マーブル・アーチの風

20otona.jpg デパートのクリスマス商戦も真っ盛りのことだし、今回はコニー・ウィリスの短編集から近未来のクリスマスを楽しんでいただきましょう。
 まず『ニュース・レター』
 アメリカではクリスマスに家族などの近況を知らせる「ニュースレター」を交わすのがかなりポピュラーな習慣のようです。
 舞台はアメリカのデンバー。11月の感謝祭の夜、ニュースレターのネタを何にしようかと主人公のナンがママと話し合っていた時、妹のスーアンが新しい彼氏を連れてきます。
スーアンは「すべての人間の中で、男の趣味が最低」。ところが今度連れてきたのはなぜか「まともな男」だった。
 まわりを見渡すと何かが全ておかしい。いつものクリスマスにはみんなが「不作法で自分勝手で意地悪になる」はず。それなのになぜか、みんないい人になってる!実は、彼らはエイリアンに乗っ取られていたのでした。主人公達の必死の闘いが始まります。
 でも一体なぜ闘うの?失業率は低下し、車上荒らしも減少した、落ちこぼれは学校に戻り、脱獄囚が自首した。マイナスの影響は一切ないのに。
 でも結局、闘いには勝利したようでした。そしていつものクリスマスのように、ショッピングモールには不機嫌な買い物客がごった返し、スーアンにはテロリストの彼氏ができ、抗うつ剤の売れ行きが増加し、ナンは車にひかれそうになって…。街には完璧にノーマルな日々が戻ってきた。(まるで星新一のSF小説のようでしょう?) 
もう一つの『ひいらぎ飾ろう@クリスマス』は、クリスマス飾り付けの外注を請け負う近未来の会社員リニー・チャンを主人公にしたSFコメディ。
 チャンは、高級住宅街に住む女性顧客の自宅でフルカラーのホログラムを出現させて700種類のテーマからあらゆるクリスマスの飾り付けをお客に提案します。「ロミオとジュリエット」「ラスベガス」「宇宙旅行」「東方の三博士」のクリスマスなどなど、ありとあらゆる楽しいテーマのクリスマスが出現。「象は忘れない」(象は共和党のシンボル)など、支持政党に合わせたプランも。「もちろん民主党バージョンもございます」というのには笑えます。

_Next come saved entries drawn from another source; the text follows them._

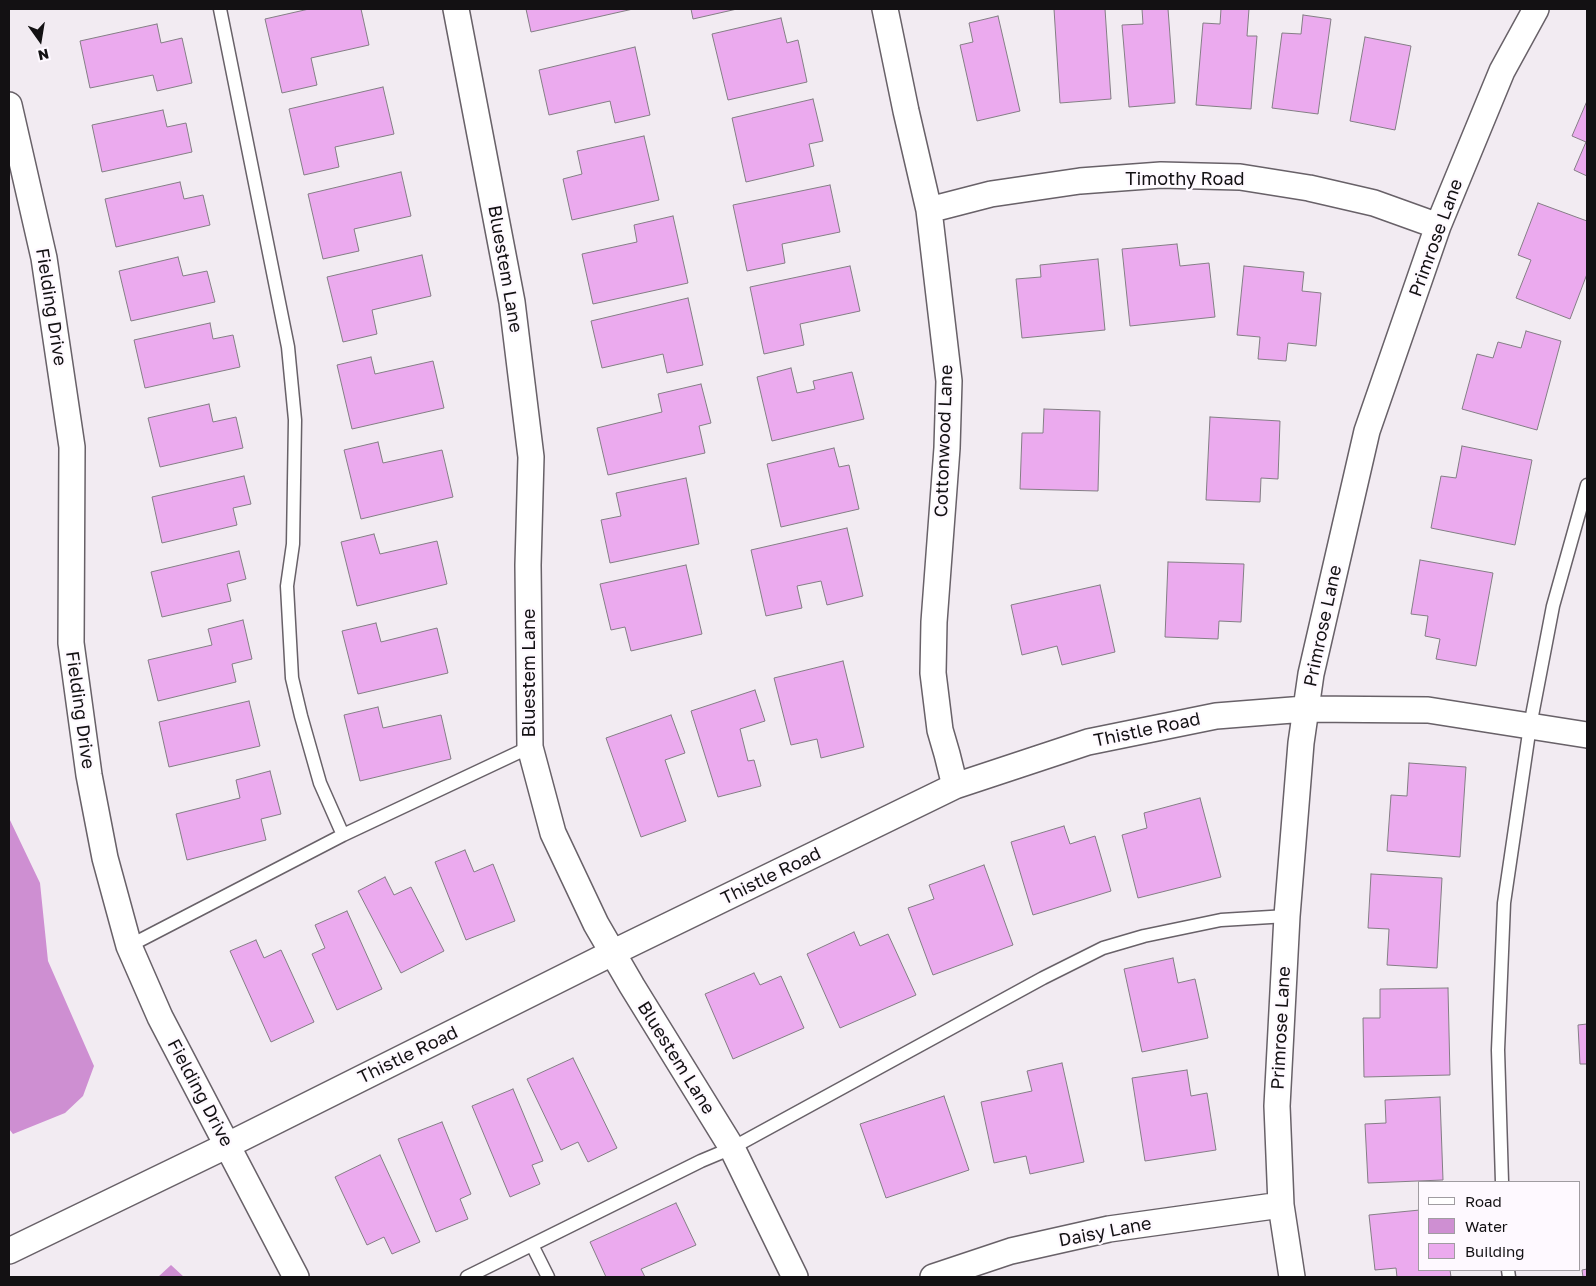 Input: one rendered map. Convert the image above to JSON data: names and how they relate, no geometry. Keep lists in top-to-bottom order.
{
  "streets": {
    "street": [
      "Timothy Road",
      "Primrose Lane",
      "Bluestem Lane",
      "Fielding Drive",
      "Cottonwood Lane",
      "Thistle Road",
      "Daisy Lane"
    ]
  },
  "crossings": [
    ["Timothy Road", "Primrose Lane"],
    ["Timothy Road", "Cottonwood Lane"],
    ["Primrose Lane", "Thistle Road"],
    ["Primrose Lane", "Daisy Lane"],
    ["Bluestem Lane", "Thistle Road"],
    ["Fielding Drive", "Thistle Road"],
    ["Cottonwood Lane", "Thistle Road"]
  ],
  "legend": ["Road", "Water", "Building"],
  "north": "bottom"
}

 手の込んだ「お見合い計画」が会社乗っ取りへの猜疑心を生んでドタバタを繰り返したあげくに、クリスマスは「赦しと寛容の時なのだ」と締めくくるのは、やはり西洋社会でのクリスマスの原点を見る思いがします。
 この短編集ではこのほか、時の流れと歴史の記憶をロンドンの地下鉄を舞台に描いた表題作「マーブル・アーチの風」。そして、チャネリングの怪しさを、ニセ科学を攻撃し続けたメンケンをチャネリングで登場させて暴くという手の込んだ仕掛けで描いた「インサイダー疑惑」。